▶ TASK ITEM:
From the entries below, transcribe exactly the lines between the line holding "Read this map" and the line holding "For a GIS import: Extract", inclusive; skip all other lines.

Stored items
────────────────

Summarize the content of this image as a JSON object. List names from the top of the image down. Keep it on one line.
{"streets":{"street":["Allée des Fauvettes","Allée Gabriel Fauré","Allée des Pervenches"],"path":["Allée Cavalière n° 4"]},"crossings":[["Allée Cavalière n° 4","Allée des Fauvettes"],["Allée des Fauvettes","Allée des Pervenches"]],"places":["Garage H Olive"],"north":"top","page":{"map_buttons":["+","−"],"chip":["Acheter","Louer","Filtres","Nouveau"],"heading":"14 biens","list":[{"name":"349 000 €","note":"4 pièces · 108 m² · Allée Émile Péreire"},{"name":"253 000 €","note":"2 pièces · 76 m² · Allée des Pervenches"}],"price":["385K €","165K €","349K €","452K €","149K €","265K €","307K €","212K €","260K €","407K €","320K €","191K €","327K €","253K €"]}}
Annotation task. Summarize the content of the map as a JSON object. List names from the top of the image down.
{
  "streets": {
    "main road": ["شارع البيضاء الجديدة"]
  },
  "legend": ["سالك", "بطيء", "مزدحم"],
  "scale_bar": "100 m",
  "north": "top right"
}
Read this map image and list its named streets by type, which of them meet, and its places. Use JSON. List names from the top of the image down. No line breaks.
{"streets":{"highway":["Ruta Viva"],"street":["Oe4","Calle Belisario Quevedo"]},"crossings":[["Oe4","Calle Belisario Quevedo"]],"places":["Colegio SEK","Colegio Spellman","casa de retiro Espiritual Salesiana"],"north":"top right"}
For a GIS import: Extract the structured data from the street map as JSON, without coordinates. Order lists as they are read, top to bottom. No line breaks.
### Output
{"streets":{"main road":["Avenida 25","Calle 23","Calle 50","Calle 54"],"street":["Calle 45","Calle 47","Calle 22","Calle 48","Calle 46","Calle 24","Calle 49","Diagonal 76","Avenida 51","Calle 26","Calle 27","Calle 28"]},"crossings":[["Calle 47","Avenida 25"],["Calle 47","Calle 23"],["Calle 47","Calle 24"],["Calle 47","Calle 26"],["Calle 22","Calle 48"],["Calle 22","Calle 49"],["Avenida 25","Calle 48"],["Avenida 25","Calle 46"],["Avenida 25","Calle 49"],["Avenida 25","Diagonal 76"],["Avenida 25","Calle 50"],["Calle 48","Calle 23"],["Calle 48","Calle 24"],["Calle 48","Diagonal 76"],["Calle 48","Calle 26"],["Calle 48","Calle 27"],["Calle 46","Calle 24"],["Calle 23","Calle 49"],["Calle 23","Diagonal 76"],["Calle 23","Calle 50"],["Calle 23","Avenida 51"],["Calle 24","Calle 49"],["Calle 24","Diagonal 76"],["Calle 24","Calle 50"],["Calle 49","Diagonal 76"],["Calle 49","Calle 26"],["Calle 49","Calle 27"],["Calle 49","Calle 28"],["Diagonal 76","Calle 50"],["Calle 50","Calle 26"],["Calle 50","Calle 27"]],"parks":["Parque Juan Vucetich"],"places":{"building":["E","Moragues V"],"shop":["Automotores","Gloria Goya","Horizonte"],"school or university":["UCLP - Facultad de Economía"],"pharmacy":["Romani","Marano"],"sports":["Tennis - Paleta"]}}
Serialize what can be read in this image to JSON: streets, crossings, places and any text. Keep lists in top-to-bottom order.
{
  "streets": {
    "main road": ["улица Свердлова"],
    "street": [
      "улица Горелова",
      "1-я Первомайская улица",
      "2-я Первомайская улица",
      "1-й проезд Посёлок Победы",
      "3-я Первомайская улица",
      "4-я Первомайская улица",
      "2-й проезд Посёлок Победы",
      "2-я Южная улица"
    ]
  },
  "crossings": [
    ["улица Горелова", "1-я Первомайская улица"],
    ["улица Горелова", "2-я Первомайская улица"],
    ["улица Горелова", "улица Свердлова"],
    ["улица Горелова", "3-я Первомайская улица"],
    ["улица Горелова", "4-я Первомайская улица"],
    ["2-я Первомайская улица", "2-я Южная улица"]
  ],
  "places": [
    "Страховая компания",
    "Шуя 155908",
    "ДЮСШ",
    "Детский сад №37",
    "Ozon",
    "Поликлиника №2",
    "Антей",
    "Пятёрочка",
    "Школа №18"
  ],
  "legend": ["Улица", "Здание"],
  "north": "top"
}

────────────────

▶ SOLUTION FOR THIS PROBLEM:
Read this map image and list its named streets by type, which of them meet, and its places. Use JSON. List names from the top of the image down. No line breaks.
{"streets":{"highway":["Ruta Viva"],"street":["Oe4","Calle Belisario Quevedo"]},"crossings":[["Oe4","Calle Belisario Quevedo"]],"places":["Colegio SEK","Colegio Spellman","casa de retiro Espiritual Salesiana"],"north":"top right"}
For a GIS import: Extract the structured data from the street map as JSON, without coordinates. Order lists as they are read, top to bottom. No line breaks.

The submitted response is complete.